TASK DESCRIPTION: Each line below with the string "lines" should be copied.

● ● ● ● ● ● ●

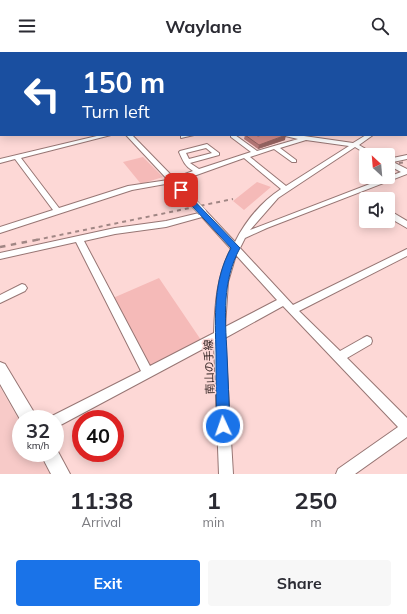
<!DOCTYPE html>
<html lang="en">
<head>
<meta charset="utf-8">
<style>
	:root { --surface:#fff; --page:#f7f7f7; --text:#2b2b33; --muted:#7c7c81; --accent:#1a73e8 }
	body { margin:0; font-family:Mulish,"Noto Sans JP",sans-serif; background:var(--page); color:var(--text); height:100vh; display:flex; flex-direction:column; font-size:15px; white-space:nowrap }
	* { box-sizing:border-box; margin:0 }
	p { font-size:13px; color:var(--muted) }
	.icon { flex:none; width:22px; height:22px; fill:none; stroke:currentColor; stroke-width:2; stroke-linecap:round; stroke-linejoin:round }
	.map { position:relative; height:422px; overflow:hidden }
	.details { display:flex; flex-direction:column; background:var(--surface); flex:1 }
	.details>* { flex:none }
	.hud { position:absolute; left:0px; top:0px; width:407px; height:84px; box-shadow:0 2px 10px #0003; background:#1a4fa0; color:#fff; overflow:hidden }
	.needle { width:26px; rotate:334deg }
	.fabs { position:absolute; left:359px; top:96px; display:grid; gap:8px }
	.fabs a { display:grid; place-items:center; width:36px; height:36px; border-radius:4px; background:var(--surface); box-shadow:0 2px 10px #0003; font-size:20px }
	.speed { position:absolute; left:12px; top:358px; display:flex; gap:8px; font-size:20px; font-weight:700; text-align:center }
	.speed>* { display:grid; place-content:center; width:52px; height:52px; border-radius:50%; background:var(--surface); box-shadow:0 2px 10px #0003; line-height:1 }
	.speed small { font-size:10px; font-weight:400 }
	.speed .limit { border:6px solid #d22; background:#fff; color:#111 }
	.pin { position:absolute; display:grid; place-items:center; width:34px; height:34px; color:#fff; margin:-17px; border-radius:8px; box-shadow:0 2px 6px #0006 }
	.me { position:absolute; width:44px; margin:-22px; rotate:357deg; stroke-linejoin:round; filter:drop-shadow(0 0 3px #0008) }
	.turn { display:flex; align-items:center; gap:14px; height:84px; padding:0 16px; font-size:18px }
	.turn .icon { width:52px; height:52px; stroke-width:2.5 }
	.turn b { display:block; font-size:28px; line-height:34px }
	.eta { display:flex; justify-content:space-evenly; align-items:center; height:68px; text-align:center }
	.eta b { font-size:24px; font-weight:700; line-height:28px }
	.primary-button { display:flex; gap:8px; margin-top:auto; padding:8px 16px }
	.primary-button a { flex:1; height:46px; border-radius:4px; background:var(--accent); color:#fff; font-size:16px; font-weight:700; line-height:46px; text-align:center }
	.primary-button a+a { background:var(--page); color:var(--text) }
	header { display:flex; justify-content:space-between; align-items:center; height:52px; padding:0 16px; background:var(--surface); font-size:18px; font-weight:700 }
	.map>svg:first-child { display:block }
	.built { fill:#f7cac8 }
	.green { fill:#f5bab8 }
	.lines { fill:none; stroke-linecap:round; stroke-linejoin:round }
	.minor-casing { stroke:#977674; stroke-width:2 }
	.major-casing { stroke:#977674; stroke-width:2 }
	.minor { fill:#fff; fill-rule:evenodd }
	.major { fill:#fff; fill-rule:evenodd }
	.rail-far1 { stroke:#a08684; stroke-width:2; stroke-dasharray:4 4; stroke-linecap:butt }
	.rail { stroke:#a08684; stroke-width:2.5; stroke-dasharray:5.5 5.5; stroke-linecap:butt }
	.minor-bridge-casing { stroke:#977674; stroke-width:9; stroke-linecap:butt }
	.minor-bridge { stroke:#fff; stroke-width:8 }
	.wall { fill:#b67978 }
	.shaded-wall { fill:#946361 }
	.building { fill:#d48d8b; stroke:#946361 }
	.route { fill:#1a73e8; stroke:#114b97 }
	.labels { text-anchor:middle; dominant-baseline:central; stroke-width:3; stroke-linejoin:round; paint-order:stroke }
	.street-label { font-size:11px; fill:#342625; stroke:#fdd8d6 }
</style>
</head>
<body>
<header><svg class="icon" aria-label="menu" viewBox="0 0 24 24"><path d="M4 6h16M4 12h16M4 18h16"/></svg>Waylane<svg class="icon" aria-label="search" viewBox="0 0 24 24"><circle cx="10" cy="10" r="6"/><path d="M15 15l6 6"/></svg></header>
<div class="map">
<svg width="407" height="422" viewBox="0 0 407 422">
	<rect width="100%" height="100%" fill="#fdd8d6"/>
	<path class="built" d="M0 335 21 372V401H38L50 422H0Z"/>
	<path class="green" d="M143 105 163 125 141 132 123 110Z
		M257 130 271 135 244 158 233 149Z
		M159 226 201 288 154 313H148L113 246Z"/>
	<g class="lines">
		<g class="minor-casing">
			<path id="minor" d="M243 0H247V1H243Z
				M281 0H286L287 1H282Z
				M305 0H311L312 1H306Z
				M325 0H331L332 1H326Z
				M0 9H1V11H0Z
				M406 9H407V11H406Z
				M406 25H407V27H406Z
				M0 56H1V60H0Z
				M406 58H407V62H406Z
				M406 79H407V83H406Z
				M101 83H111L21 106 59 156 128 134 168 128 126 83H132L174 126 193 119C185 114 183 109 179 100L180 99 207 92 219 101V103L190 111 199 117 251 100 231 85V83H235L257 99 298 87 281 83H297L353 91 366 83H373L359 93 376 103H368L355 95 278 146 250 178 401 120 388 113V107L407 103V107L393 110 407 117V122L267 176 245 186 240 196 293 253 407 197V204L299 259 340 299 363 286 367 284 371 286 372 289 371 292 347 306 407 366V385L355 422H336L338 417 398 375 283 254 225 286 233 422H219L214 291 55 376V367H50V365L141 319 76 190 0 207V201L115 176 166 169 199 161V158H205L235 190C245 170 261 150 281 137L244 106 177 130 192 144V148H186L171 131 132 138 0 181V175L53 158 15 107 0 111V107ZM306 88 349 94 286 134 250 105 274 97 292 110H296V108L280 96ZM206 96 212 101 189 107 186 101ZM202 165 231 197C217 223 215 252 214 281L150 314 84 189 115 182 166 175ZM236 203 277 248 225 275 228 230Z
				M184 83H194L181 86V84Z
				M388 160H392L407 169V176L388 165Z
				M22 232 25 233 27 236 25 239 0 251V243Z"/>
		</g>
		<g class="major-casing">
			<path id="major" d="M0 310 5 312 38 367H21V369L0 332Z
				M55 394 70 422H51L40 401H55Z"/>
		</g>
		<use href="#minor" class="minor"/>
		<use href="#major" class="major"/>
		<path class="rail-far1" d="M399 111 407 110
			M36 188 233 147"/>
		<path class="rail" d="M0 195 41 187"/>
		<g class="minor-bridge-casing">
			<path id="minor-bridge" d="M189 146 202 160"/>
		</g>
		<use href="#minor-bridge" class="minor-bridge"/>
	</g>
	<path class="wall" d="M245 83 258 84 285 88 258 97 244 87Z"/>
	<path class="shaded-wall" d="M286 83 285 88 258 97 259 93Z"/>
	<path class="building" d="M89 0H111L114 1 127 0 128 1H83Z
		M245 83H256L258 84 262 83H286L259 93Z"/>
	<path class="route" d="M181 135 240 196C222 229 225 264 227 301 228 325 229 350 230 374L228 379 223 381 219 379 217 374C216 350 216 325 216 301 215 264 213 229 231 196L178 139V136Z"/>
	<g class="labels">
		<g class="street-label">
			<text transform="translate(209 315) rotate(-92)">南山の手線</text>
		</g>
	</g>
</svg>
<div class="fabs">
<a><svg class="needle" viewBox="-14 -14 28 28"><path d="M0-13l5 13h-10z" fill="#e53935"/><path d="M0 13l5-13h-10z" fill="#7c7c81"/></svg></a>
<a><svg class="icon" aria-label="sound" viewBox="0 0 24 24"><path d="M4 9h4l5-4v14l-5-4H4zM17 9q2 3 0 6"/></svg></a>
</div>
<div class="speed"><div>32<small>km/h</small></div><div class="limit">40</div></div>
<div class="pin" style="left:181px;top:138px;background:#d93025"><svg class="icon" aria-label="arrive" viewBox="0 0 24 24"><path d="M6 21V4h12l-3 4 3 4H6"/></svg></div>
<svg class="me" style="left:223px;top:374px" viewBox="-20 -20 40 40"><circle r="17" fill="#1a73e8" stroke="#fff" stroke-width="3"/><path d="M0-11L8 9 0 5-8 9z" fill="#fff"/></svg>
<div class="hud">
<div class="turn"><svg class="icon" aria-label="left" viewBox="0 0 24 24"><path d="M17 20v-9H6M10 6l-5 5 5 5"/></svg><div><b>150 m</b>Turn left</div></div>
</div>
</div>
<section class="details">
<div class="eta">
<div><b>11:38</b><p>Arrival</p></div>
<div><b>1</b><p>min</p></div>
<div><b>250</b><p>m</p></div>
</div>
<div class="primary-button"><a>Exit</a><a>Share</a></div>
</section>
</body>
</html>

● ● ● ● ● ● ●

EXPECTED ANSWER:
	.lines { fill:none; stroke-linecap:round; stroke-linejoin:round }
	<g class="lines">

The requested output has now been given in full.